Each line that includes "center" must be copied from the records.

(Stored data)

----

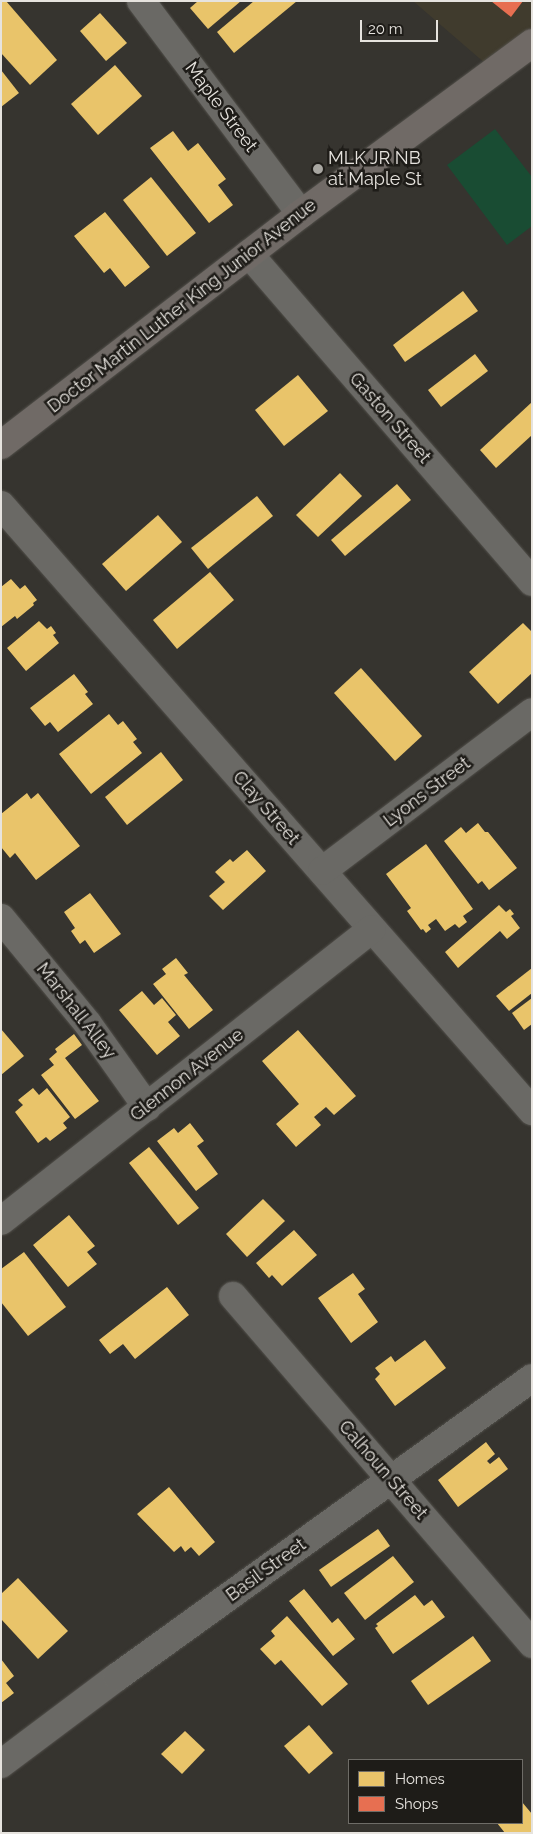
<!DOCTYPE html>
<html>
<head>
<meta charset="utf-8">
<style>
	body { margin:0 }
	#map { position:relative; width:533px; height:1834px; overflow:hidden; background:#36342f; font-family:Raleway,sans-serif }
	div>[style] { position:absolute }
	.built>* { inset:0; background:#403b2d }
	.green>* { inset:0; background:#194c33 }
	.homes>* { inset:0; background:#e9c46a }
	.shops>* { inset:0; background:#e76f51 }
	.roads { filter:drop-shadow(0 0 1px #52504b) drop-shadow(0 0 1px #52504b) }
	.minor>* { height:28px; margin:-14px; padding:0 14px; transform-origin:14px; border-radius:14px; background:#6a6965 }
	.secondary>* { height:28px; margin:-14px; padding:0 14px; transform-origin:14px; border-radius:14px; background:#706a66 }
	.dots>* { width:14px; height:14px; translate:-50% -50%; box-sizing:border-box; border:2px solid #1e1c18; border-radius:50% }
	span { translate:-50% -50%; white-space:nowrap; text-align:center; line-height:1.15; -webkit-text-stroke:5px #1e1c18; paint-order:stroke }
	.street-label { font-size:18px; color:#e6e3de }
	.poi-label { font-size:18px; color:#e6e3de }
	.left { translate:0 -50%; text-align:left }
	.frame { position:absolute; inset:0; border:2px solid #e6e3de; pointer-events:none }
	.legend { position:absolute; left:348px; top:1759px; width:175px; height:65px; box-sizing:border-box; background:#1e1c18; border:1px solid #6e6c67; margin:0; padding:6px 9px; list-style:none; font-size:15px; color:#e6e3de }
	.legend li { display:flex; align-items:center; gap:10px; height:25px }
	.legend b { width:25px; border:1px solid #6e6c67 }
	.scale { position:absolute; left:360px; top:20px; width:78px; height:22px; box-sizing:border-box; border:2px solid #e6e3de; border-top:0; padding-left:6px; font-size:15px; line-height:18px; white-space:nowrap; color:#e6e3de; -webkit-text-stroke:4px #1e1c18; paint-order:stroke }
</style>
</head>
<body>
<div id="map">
	<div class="built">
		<i style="clip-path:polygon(413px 1px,532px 1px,532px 29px,486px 64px)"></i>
	</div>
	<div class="green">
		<i style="clip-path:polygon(495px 129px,532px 177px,532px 226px,507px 245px,447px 165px)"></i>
	</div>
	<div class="homes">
		<i style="clip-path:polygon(1px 1px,6px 1px,57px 60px,30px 85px,1px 53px)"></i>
		<i style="clip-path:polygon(198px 1px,241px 1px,208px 29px,190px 8px)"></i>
		<i style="clip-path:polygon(254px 1px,297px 1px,234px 53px,217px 32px)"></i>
		<i style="clip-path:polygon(100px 13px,127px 43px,106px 61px,80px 31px)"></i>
		<i style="clip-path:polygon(115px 65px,142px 96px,98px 135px,71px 104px)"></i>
		<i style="clip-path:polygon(1px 70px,19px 93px,1px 107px)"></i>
		<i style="clip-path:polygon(173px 131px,188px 151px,198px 143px,226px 179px,218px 185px,233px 205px,209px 223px,150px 148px)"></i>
		<i style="clip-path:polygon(151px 177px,196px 233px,167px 256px,123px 200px)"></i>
		<i style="clip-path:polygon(105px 212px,150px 267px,125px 287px,110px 268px,104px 273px,74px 236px)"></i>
		<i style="clip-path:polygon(463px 291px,478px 311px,405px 362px,393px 345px)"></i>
		<i style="clip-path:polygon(475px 354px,488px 371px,441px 407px,428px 390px)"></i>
		<i style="clip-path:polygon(298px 375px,328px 411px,284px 446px,255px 410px)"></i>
		<i style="clip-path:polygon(532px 402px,532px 435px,496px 468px,480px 450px)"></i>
		<i style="clip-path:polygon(340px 473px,362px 496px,318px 537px,296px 515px)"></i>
		<i style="clip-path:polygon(397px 484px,411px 500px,345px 556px,331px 540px)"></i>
		<i style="clip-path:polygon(257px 496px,273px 516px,208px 569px,191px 548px)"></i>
		<i style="clip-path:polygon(158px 515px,182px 542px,126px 591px,102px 564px)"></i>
		<i style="clip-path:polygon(210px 572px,234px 600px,177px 649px,153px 620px)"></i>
		<i style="clip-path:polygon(11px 579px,20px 589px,25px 585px,37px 600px,33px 603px,34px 605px,17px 619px,15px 616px,1px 627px,1px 587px)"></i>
		<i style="clip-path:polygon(39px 621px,47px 629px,51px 626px,56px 633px,53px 635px,59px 643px,26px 671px,7px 648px)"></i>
		<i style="clip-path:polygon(523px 623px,532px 632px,532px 673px,498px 704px,469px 672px)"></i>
		<i style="clip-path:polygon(361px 668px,422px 736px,395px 761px,334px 693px)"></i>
		<i style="clip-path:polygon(74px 674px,88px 692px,85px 694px,93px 704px,58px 732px,50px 722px,45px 726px,30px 708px)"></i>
		<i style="clip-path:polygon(109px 714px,118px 725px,123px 721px,137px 739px,133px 742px,142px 753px,91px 794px,59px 754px)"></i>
		<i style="clip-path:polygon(161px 752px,183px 780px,127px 825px,105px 797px)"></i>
		<i style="clip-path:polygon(27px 793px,31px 799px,38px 793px,80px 846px,36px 880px,15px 853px,10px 858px,1px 847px,1px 814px)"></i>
		<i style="clip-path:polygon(478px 823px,485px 832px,488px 832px,517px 868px,489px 890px,482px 881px,478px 884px,444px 841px,461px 827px,466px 833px)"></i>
		<i style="clip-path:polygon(426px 844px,473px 909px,463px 916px,467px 922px,459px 928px,455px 924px,445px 931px,436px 919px,428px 925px,431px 929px,426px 933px,423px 929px,421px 930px,407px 911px,411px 908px,386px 874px)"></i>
		<i style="clip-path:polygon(247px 850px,266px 871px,223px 910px,209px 896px,225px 882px,215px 872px,230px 859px,233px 862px)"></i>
		<i style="clip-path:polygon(90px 893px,121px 934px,94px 953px,85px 940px,80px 944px,71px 931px,75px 928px,64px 912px)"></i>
		<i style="clip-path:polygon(499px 905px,506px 912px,510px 909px,514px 914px,511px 916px,520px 928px,507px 939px,500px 931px,458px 968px,445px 952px)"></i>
		<i style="clip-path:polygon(176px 958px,188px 973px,184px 975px,213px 1010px,189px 1029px,153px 984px,166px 974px,162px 969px)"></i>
		<i style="clip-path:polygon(532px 968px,532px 993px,509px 1011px,496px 996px)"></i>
		<i style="clip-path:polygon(142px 991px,154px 1005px,162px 998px,176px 1015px,168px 1022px,180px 1036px,157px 1055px,119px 1010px)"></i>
		<i style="clip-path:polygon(532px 998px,532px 1024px,524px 1030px,512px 1013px)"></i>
		<i style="clip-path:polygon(1px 1029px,24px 1056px,1px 1075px)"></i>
		<i style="clip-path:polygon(298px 1030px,356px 1096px,334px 1115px,326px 1107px,314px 1117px,321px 1125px,296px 1147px,276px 1124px,299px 1104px,262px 1061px)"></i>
		<i style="clip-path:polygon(74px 1034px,82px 1045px,65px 1058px,99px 1101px,75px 1119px,41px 1075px,54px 1065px,49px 1059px,57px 1052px,55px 1049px)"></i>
		<i style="clip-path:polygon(33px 1088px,39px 1095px,47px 1088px,70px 1117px,63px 1123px,67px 1128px,50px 1141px,46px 1137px,38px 1143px,15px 1112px,23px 1105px,18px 1100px)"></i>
		<i style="clip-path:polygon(190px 1123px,204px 1141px,197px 1146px,218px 1174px,196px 1191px,157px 1141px,174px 1128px,178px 1133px)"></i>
		<i style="clip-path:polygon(149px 1147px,199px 1208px,178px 1225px,129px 1163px)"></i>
		<i style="clip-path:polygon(263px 1199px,285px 1221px,247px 1257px,226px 1234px)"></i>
		<i style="clip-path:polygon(69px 1215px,95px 1246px,87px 1252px,97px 1264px,68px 1287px,33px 1245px)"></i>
		<i style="clip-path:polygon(294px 1230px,317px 1255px,282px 1286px,272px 1275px,269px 1278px,256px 1263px)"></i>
		<i style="clip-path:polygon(24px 1252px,66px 1307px,28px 1336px,1px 1302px,1px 1269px)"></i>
		<i style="clip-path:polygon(353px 1273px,365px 1289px,358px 1294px,378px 1322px,351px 1343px,318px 1298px)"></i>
		<i style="clip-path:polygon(167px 1287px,189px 1315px,135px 1359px,123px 1344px,110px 1354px,99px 1340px)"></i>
		<i style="clip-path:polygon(425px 1340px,446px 1368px,395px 1406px,375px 1379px,380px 1374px,375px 1368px,391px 1356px,395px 1362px)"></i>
		<i style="clip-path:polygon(486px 1442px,495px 1454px,487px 1461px,490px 1464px,499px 1457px,508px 1469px,458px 1507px,438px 1480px)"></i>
		<i style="clip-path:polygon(169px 1487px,215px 1542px,199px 1556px,191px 1547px,185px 1552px,181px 1546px,174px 1552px,137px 1514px)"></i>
		<i style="clip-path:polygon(378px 1529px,390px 1546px,331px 1587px,319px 1570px)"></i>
		<i style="clip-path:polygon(393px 1556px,414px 1582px,365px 1620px,344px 1593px)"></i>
		<i style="clip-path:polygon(18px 1578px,68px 1631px,38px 1659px,1px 1619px,1px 1594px)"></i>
		<i style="clip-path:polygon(304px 1589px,332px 1623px,338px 1618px,355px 1639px,333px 1656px,289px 1601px)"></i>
		<i style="clip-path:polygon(415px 1595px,424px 1606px,432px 1600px,445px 1617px,393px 1654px,375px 1628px,378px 1626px,376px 1624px)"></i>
		<i style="clip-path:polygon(287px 1616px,348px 1684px,322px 1706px,281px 1660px,275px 1665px,260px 1649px,275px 1636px,271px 1631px)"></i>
		<i style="clip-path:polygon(473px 1636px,491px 1661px,428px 1705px,411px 1681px)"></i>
		<i style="clip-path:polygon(1px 1659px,14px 1676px,6px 1683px,14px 1693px,1px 1703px)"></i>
		<i style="clip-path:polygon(309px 1725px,333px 1753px,309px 1774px,284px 1746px)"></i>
		<i style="clip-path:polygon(185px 1731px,205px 1750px,182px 1774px,161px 1754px)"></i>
		<i style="clip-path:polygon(522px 1802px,532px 1814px,532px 1833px,505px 1833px,497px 1823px,522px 1823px)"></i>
	</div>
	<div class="shops">
		<i style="clip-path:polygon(491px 1px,523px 1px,511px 17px)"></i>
	</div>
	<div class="roads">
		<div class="minor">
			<i style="left:141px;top:1px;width:266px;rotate:53.1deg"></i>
			<i style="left:249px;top:254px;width:433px;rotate:49.2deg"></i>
			<i style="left:1px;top:505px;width:806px;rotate:48.77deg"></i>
			<i style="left:322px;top:871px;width:263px;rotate:-37.1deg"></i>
			<i style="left:1px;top:918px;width:137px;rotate:50.6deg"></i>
			<i style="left:88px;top:1024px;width:102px;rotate:54.6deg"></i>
			<i style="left:1px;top:1221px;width:472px;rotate:-38.2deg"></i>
			<i style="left:233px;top:1296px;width:459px;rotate:49.3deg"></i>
			<i style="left:1px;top:1764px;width:145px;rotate:-36.9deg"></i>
			<i style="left:117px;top:1677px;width:511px;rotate:-35.77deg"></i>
		</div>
		<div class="secondary">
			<i style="left:1px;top:445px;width:379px;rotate:-37.6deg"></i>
			<i style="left:301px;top:214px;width:287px;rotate:-36.5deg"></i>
		</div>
	</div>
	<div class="dots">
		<i style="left:318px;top:169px;background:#a8a6a1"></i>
	</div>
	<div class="street-label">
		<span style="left:221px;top:107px;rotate:53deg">Maple Street</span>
		<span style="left:182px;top:306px;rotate:-38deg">Doctor Martin Luther King Junior Avenue</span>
		<span style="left:390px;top:418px;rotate:49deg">Gaston Street</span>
		<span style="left:427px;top:792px;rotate:-37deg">Lyons Street</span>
		<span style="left:266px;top:808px;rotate:49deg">Clay Street</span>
		<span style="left:76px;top:1011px;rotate:52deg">Marshall Alley</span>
		<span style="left:187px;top:1075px;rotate:-38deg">Glennon Avenue</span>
		<span style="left:383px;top:1470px;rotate:49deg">Calhoun Street</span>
		<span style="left:266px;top:1570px;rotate:-36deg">Basil Street</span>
	</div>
	<div class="poi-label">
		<span class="left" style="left:328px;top:169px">MLK JR NB<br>at Maple St</span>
	</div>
	<div class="frame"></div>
	<ul class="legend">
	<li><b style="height:14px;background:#e9c46a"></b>Homes</li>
	<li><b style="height:14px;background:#e76f51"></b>Shops</li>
	</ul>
	<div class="scale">20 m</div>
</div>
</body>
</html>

----

ANSWER BELOW:
	span { translate:-50% -50%; white-space:nowrap; text-align:center; line-height:1.15; -webkit-text-stroke:5px #1e1c18; paint-order:stroke }
	.legend li { display:flex; align-items:center; gap:10px; height:25px }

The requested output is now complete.